Task objective: Your task is to retype every entry exactly while omitting the pictures.

Records to process:

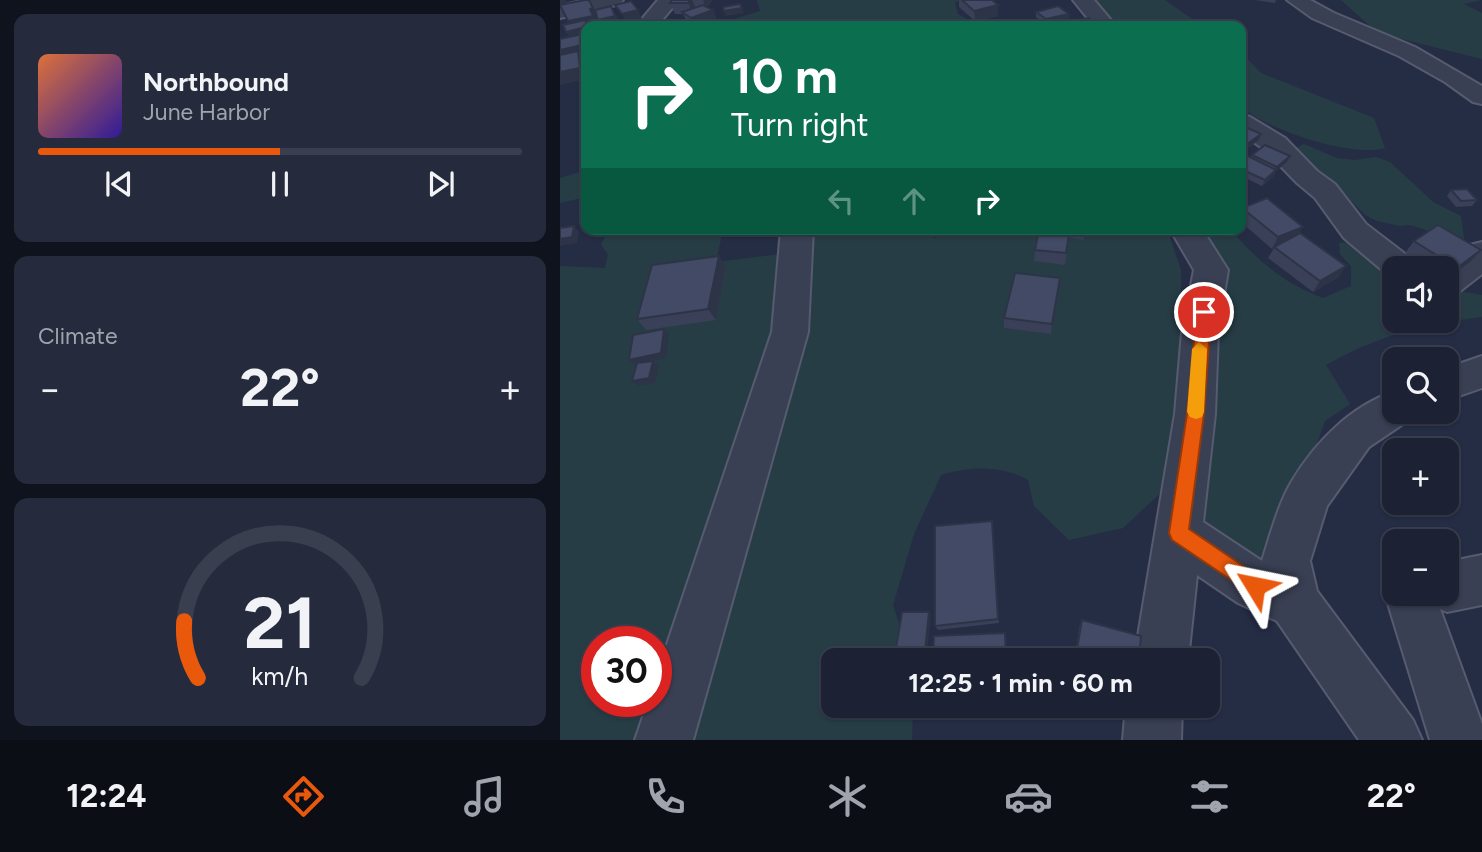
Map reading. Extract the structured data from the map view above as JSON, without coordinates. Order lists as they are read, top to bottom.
{
  "page": {
    "turn": ["10 m", "Turn right"],
    "song": ["Northbound", "June Harbor"],
    "tile": "Climate",
    "map_buttons": ["+", "−"],
    "heat": ["−", "22°", "+"],
    "limit": "30",
    "trip": "12:25 · 1 min · 60 m",
    "tabs": ["12:24", "22°"],
    "gauge": ["21", "km/h"]
  }
}
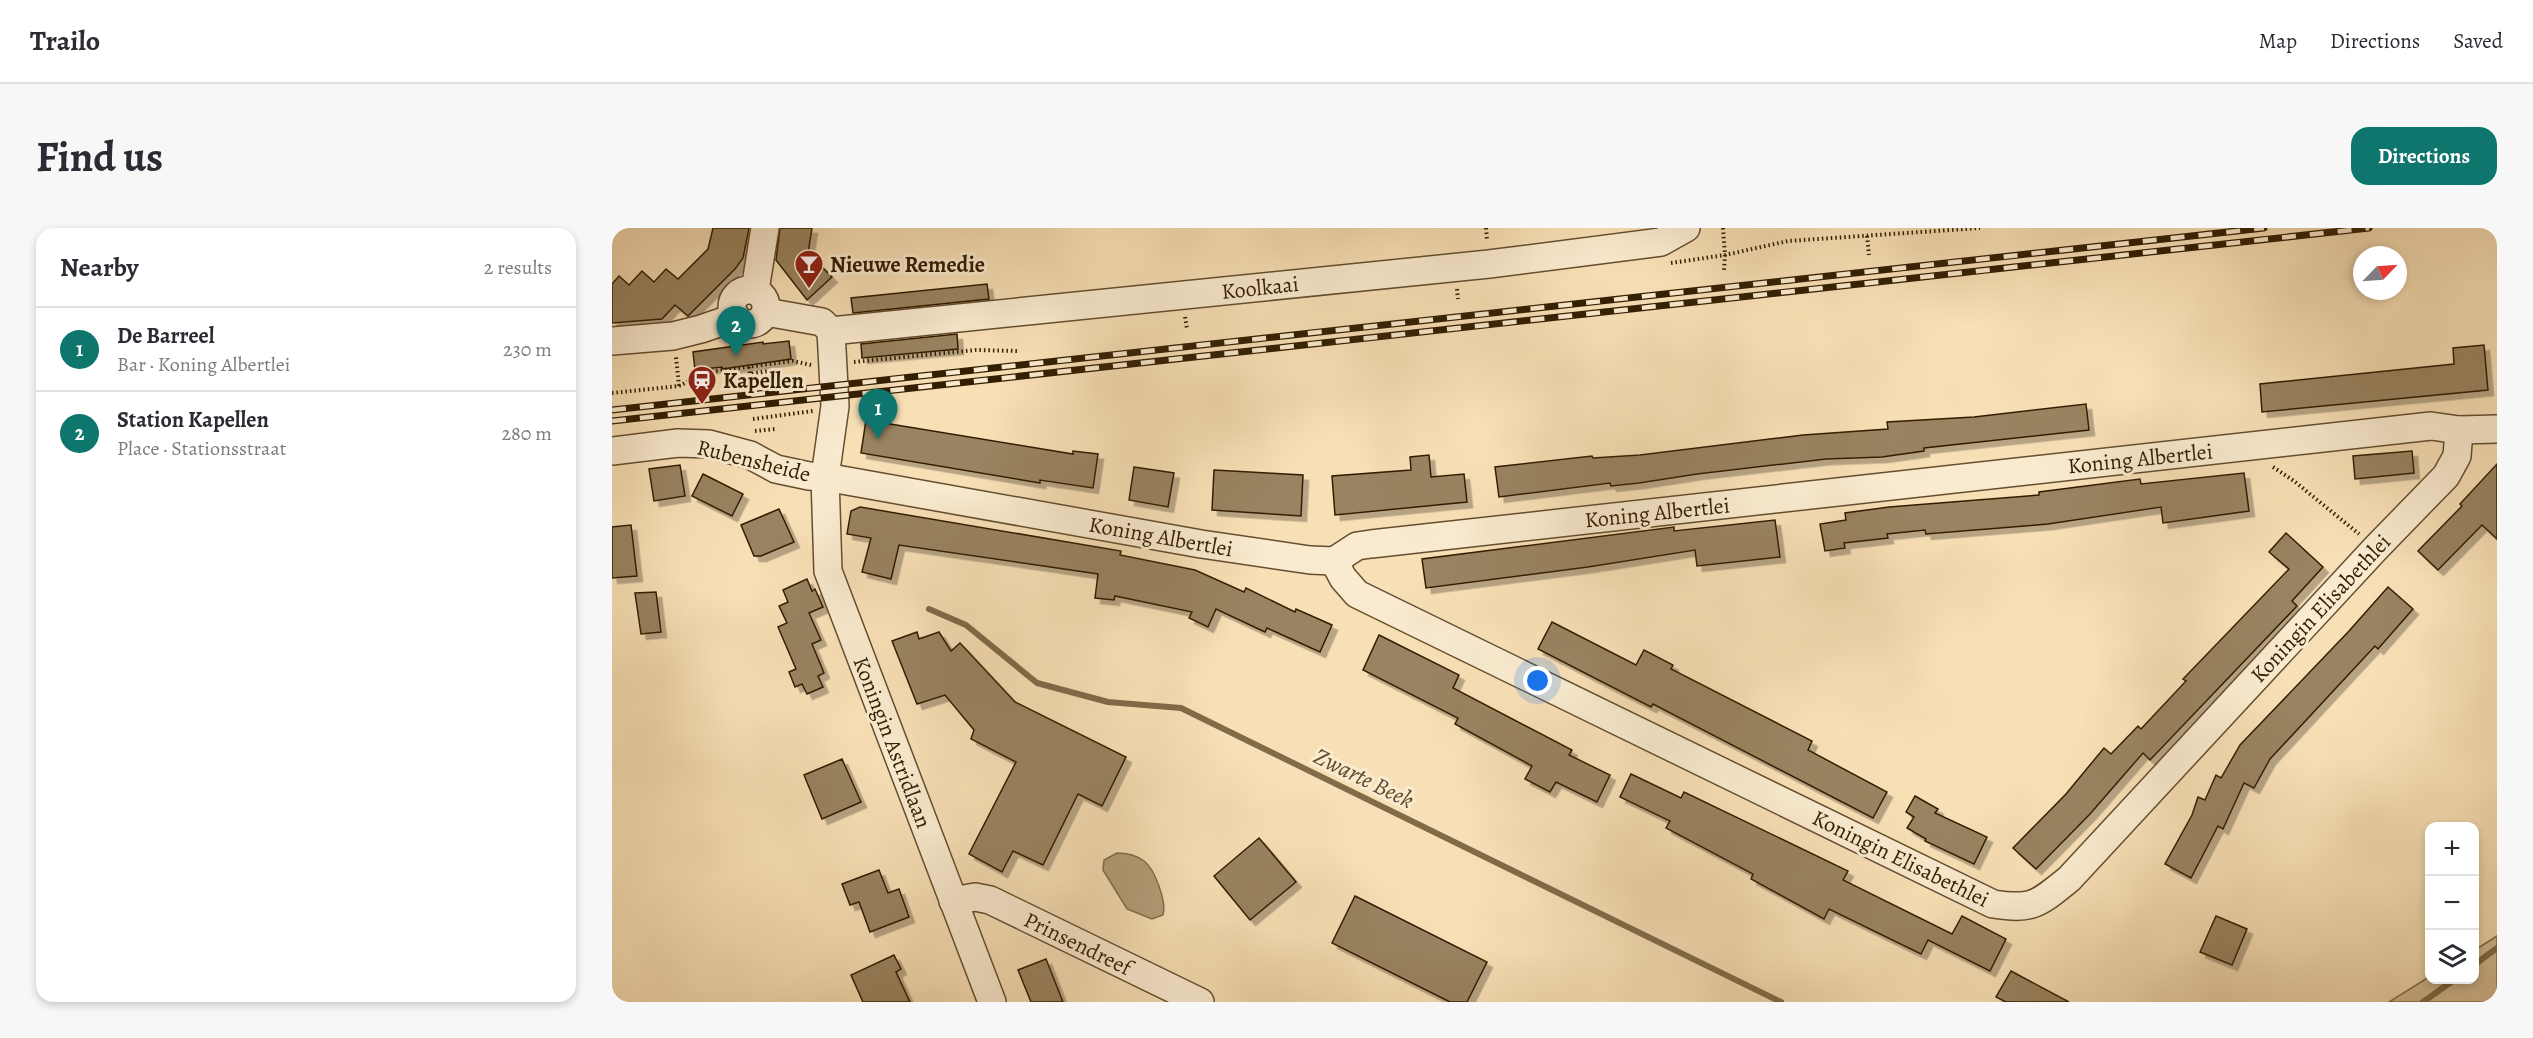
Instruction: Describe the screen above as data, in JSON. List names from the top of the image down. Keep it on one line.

Problem solution:
Map reading. Extract the structured data from the map view above as JSON, without coordinates. Order lists as they are read, top to bottom.
{
  "page": {
    "turn": ["10 m", "Turn right"],
    "song": ["Northbound", "June Harbor"],
    "tile": "Climate",
    "map_buttons": ["+", "−"],
    "heat": ["−", "22°", "+"],
    "limit": "30",
    "trip": "12:25 · 1 min · 60 m",
    "tabs": ["12:24", "22°"],
    "gauge": ["21", "km/h"]
  }
}
Instruction: Describe the screen above as data, in JSON. List names from the top of the image down. Keep it on one line.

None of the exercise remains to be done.